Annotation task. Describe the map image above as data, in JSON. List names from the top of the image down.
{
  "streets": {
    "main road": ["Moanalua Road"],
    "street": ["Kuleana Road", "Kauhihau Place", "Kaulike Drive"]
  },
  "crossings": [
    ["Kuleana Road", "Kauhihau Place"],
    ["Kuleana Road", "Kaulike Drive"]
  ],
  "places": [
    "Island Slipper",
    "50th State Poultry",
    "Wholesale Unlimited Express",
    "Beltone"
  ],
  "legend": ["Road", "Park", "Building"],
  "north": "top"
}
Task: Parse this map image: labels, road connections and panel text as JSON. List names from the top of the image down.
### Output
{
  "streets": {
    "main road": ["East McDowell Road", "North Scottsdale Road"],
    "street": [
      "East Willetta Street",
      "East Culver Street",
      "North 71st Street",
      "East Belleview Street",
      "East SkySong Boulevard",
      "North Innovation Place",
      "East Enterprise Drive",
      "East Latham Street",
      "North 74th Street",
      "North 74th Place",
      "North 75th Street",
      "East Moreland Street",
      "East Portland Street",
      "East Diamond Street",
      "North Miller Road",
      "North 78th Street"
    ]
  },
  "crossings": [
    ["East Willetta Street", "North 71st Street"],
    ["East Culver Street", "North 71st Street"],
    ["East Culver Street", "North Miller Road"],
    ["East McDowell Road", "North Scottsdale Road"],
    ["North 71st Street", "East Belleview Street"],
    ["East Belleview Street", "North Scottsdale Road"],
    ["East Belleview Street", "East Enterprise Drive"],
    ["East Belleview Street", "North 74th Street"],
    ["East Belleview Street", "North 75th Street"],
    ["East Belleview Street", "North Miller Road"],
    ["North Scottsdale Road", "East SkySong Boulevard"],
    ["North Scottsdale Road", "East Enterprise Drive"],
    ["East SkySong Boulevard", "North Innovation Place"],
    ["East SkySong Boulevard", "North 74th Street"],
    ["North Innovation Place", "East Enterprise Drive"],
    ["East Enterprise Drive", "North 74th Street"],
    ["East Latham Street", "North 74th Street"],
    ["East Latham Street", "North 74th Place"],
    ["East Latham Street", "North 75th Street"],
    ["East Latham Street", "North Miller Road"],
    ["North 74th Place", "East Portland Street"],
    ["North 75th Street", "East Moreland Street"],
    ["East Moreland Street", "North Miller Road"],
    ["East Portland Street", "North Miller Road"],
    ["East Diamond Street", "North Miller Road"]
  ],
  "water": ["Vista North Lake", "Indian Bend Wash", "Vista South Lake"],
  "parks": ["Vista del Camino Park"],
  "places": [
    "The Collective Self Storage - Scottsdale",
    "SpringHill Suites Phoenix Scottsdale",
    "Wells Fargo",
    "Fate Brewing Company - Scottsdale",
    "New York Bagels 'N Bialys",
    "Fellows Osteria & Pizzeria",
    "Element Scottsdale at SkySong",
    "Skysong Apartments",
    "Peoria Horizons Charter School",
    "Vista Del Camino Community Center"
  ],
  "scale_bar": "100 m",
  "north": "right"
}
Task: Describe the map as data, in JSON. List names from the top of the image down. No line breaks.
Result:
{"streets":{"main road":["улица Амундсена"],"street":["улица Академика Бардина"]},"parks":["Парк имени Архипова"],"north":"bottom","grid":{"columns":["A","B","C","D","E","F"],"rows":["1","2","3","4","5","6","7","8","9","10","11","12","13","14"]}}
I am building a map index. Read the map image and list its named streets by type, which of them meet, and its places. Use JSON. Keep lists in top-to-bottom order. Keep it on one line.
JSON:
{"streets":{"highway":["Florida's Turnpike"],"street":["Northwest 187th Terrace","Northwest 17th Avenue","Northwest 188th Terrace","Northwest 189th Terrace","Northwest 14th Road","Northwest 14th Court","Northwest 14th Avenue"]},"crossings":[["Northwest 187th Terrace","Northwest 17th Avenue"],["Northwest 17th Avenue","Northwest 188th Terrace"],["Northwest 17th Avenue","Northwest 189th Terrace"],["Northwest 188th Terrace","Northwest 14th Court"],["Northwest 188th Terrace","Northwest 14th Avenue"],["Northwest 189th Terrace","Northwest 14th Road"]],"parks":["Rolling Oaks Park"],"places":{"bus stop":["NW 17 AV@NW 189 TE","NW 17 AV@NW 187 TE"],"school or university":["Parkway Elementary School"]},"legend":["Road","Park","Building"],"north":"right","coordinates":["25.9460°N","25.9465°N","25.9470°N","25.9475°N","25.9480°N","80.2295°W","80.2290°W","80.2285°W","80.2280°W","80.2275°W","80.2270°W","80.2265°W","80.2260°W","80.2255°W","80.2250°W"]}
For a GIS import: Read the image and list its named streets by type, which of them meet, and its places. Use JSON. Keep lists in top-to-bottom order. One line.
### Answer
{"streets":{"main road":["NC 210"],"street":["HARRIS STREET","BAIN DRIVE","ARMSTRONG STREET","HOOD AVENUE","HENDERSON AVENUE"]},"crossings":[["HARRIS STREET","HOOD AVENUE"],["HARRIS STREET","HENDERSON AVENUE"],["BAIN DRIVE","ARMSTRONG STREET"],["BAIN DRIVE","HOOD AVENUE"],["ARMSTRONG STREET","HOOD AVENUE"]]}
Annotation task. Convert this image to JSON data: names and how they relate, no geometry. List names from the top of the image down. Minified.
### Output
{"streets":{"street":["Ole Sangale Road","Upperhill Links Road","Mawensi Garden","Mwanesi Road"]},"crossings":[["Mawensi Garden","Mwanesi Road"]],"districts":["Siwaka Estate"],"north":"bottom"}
■ ■ ■ ■ ■
[What you need to do] Each record above should be repeated exactly as it appears.

[Answer space]
Annotation task. Describe the map image above as data, in JSON. List names from the top of the image down.
{
  "streets": {
    "main road": ["Moanalua Road"],
    "street": ["Kuleana Road", "Kauhihau Place", "Kaulike Drive"]
  },
  "crossings": [
    ["Kuleana Road", "Kauhihau Place"],
    ["Kuleana Road", "Kaulike Drive"]
  ],
  "places": [
    "Island Slipper",
    "50th State Poultry",
    "Wholesale Unlimited Express",
    "Beltone"
  ],
  "legend": ["Road", "Park", "Building"],
  "north": "top"
}
Task: Parse this map image: labels, road connections and panel text as JSON. List names from the top of the image down.
### Output
{
  "streets": {
    "main road": ["East McDowell Road", "North Scottsdale Road"],
    "street": [
      "East Willetta Street",
      "East Culver Street",
      "North 71st Street",
      "East Belleview Street",
      "East SkySong Boulevard",
      "North Innovation Place",
      "East Enterprise Drive",
      "East Latham Street",
      "North 74th Street",
      "North 74th Place",
      "North 75th Street",
      "East Moreland Street",
      "East Portland Street",
      "East Diamond Street",
      "North Miller Road",
      "North 78th Street"
    ]
  },
  "crossings": [
    ["East Willetta Street", "North 71st Street"],
    ["East Culver Street", "North 71st Street"],
    ["East Culver Street", "North Miller Road"],
    ["East McDowell Road", "North Scottsdale Road"],
    ["North 71st Street", "East Belleview Street"],
    ["East Belleview Street", "North Scottsdale Road"],
    ["East Belleview Street", "East Enterprise Drive"],
    ["East Belleview Street", "North 74th Street"],
    ["East Belleview Street", "North 75th Street"],
    ["East Belleview Street", "North Miller Road"],
    ["North Scottsdale Road", "East SkySong Boulevard"],
    ["North Scottsdale Road", "East Enterprise Drive"],
    ["East SkySong Boulevard", "North Innovation Place"],
    ["East SkySong Boulevard", "North 74th Street"],
    ["North Innovation Place", "East Enterprise Drive"],
    ["East Enterprise Drive", "North 74th Street"],
    ["East Latham Street", "North 74th Street"],
    ["East Latham Street", "North 74th Place"],
    ["East Latham Street", "North 75th Street"],
    ["East Latham Street", "North Miller Road"],
    ["North 74th Place", "East Portland Street"],
    ["North 75th Street", "East Moreland Street"],
    ["East Moreland Street", "North Miller Road"],
    ["East Portland Street", "North Miller Road"],
    ["East Diamond Street", "North Miller Road"]
  ],
  "water": ["Vista North Lake", "Indian Bend Wash", "Vista South Lake"],
  "parks": ["Vista del Camino Park"],
  "places": [
    "The Collective Self Storage - Scottsdale",
    "SpringHill Suites Phoenix Scottsdale",
    "Wells Fargo",
    "Fate Brewing Company - Scottsdale",
    "New York Bagels 'N Bialys",
    "Fellows Osteria & Pizzeria",
    "Element Scottsdale at SkySong",
    "Skysong Apartments",
    "Peoria Horizons Charter School",
    "Vista Del Camino Community Center"
  ],
  "scale_bar": "100 m",
  "north": "right"
}
Task: Describe the map as data, in JSON. List names from the top of the image down. No line breaks.
Result:
{"streets":{"main road":["улица Амундсена"],"street":["улица Академика Бардина"]},"parks":["Парк имени Архипова"],"north":"bottom","grid":{"columns":["A","B","C","D","E","F"],"rows":["1","2","3","4","5","6","7","8","9","10","11","12","13","14"]}}
I am building a map index. Read the map image and list its named streets by type, which of them meet, and its places. Use JSON. Keep lists in top-to-bottom order. Keep it on one line.
JSON:
{"streets":{"highway":["Florida's Turnpike"],"street":["Northwest 187th Terrace","Northwest 17th Avenue","Northwest 188th Terrace","Northwest 189th Terrace","Northwest 14th Road","Northwest 14th Court","Northwest 14th Avenue"]},"crossings":[["Northwest 187th Terrace","Northwest 17th Avenue"],["Northwest 17th Avenue","Northwest 188th Terrace"],["Northwest 17th Avenue","Northwest 189th Terrace"],["Northwest 188th Terrace","Northwest 14th Court"],["Northwest 188th Terrace","Northwest 14th Avenue"],["Northwest 189th Terrace","Northwest 14th Road"]],"parks":["Rolling Oaks Park"],"places":{"bus stop":["NW 17 AV@NW 189 TE","NW 17 AV@NW 187 TE"],"school or university":["Parkway Elementary School"]},"legend":["Road","Park","Building"],"north":"right","coordinates":["25.9460°N","25.9465°N","25.9470°N","25.9475°N","25.9480°N","80.2295°W","80.2290°W","80.2285°W","80.2280°W","80.2275°W","80.2270°W","80.2265°W","80.2260°W","80.2255°W","80.2250°W"]}
For a GIS import: Read the image and list its named streets by type, which of them meet, and its places. Use JSON. Keep lists in top-to-bottom order. One line.
### Answer
{"streets":{"main road":["NC 210"],"street":["HARRIS STREET","BAIN DRIVE","ARMSTRONG STREET","HOOD AVENUE","HENDERSON AVENUE"]},"crossings":[["HARRIS STREET","HOOD AVENUE"],["HARRIS STREET","HENDERSON AVENUE"],["BAIN DRIVE","ARMSTRONG STREET"],["BAIN DRIVE","HOOD AVENUE"],["ARMSTRONG STREET","HOOD AVENUE"]]}
Annotation task. Convert this image to JSON data: names and how they relate, no geometry. List names from the top of the image down. Minified.
### Output
{"streets":{"street":["Ole Sangale Road","Upperhill Links Road","Mawensi Garden","Mwanesi Road"]},"crossings":[["Mawensi Garden","Mwanesi Road"]],"districts":["Siwaka Estate"],"north":"bottom"}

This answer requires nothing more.